A cynic’s take would fast forward a few years when many of the greats will have passed away or retired. Film survives as an escapist medium for the masses, helmed by anonymous directors, while those with a more auteurist spirit are pushed to the margins.

Yet my definition of auteur runs hinges on wide mainstream distribution; remove that element, and there’s no shortage of impressive films out there. Considering directors on the international art house scene, debuting films at major festivals, and popping up on specialty streaming sites, there are many reasons for hope. Over the last year, I’ve seen new features from Ryusuke Hamaguchi (Evil Does Not Exist), Alice Rohrwacher (La Chimera), and Justine Triet (Anatomy of a Fall). All are from directors under 50, built original artistic visions across several films, and have the kind of financial backing that suggests more features to come. There are also other younger directors with the type of bold feature debut (e.g., Celine Song’s Past Lives, Molly Manning Walker’s How to Have Sex, Daniel Goldhaber’s How to Blow Up a Pipeline) for where a future big studio production or streaming TV series looks unlikely. Still, each has found a receptive audience and partnered with like-minded production companies and distributors like A24, Neon, Film4, and the CNC, which I expect will keep their careers going.

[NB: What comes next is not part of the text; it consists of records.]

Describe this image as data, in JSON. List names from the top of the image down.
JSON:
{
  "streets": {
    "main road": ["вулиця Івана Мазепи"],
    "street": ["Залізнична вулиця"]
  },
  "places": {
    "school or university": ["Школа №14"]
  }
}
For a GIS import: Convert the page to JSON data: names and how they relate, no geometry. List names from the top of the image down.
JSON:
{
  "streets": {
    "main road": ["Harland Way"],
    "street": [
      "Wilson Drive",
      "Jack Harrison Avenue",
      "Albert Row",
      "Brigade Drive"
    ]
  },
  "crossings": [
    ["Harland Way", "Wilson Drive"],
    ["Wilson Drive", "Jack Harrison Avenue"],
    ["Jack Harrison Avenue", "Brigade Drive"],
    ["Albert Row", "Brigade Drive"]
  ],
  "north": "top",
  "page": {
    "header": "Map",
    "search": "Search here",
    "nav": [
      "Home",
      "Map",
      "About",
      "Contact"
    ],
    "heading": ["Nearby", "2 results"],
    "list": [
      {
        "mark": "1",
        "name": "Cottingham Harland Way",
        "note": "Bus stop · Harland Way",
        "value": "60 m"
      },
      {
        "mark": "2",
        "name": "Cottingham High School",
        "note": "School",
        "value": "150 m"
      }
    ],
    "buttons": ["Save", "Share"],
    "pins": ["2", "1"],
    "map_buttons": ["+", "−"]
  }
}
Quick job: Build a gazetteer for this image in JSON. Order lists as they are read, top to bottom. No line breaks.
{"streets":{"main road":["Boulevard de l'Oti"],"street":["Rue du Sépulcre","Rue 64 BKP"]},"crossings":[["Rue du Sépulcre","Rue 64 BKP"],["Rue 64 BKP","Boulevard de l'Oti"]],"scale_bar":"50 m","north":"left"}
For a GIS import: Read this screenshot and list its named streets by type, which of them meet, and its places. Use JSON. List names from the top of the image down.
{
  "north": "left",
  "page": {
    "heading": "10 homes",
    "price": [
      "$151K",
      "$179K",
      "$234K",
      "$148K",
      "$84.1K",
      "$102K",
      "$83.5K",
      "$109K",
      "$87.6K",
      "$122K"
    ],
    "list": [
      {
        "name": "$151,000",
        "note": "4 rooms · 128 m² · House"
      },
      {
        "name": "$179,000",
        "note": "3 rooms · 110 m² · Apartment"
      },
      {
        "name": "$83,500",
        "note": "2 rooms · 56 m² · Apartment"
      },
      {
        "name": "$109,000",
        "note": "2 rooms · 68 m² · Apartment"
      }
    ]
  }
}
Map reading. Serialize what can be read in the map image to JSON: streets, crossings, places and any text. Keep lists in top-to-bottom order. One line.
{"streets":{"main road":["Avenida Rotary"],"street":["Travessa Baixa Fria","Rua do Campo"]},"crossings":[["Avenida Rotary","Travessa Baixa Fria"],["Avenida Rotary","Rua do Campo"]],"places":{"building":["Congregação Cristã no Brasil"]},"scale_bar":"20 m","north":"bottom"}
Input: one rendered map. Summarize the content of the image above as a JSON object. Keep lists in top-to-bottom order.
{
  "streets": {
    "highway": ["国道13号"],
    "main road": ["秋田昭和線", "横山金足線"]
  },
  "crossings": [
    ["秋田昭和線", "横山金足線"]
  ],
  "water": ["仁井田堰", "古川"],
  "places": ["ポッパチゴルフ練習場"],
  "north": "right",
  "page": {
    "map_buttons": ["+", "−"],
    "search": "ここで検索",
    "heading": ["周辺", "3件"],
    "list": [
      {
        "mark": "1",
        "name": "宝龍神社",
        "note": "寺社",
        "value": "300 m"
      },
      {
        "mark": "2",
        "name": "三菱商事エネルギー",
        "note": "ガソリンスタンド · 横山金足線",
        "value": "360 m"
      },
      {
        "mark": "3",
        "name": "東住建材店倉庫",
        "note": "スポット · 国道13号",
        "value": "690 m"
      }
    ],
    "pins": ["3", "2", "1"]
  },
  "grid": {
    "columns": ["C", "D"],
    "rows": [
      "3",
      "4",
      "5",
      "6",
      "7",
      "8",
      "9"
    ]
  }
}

So perhaps cinema’s future isn’t bleak, but just messy and bifurcated. The days of Frances Ford Coppola knocking out critically acclaimed adult dramas while making a killing at your local theater are largely gone. Your Warners and Universals will continue cranking out mega-budget studio IP that might require half a billion to break even. In parallel, the international art house and indie scene will find its footing on streaming, in festivals, and occasionally turn a respectable profit in wider release with midrange budgets. Cinema has a vibrant future, but you must put in more effort to find it.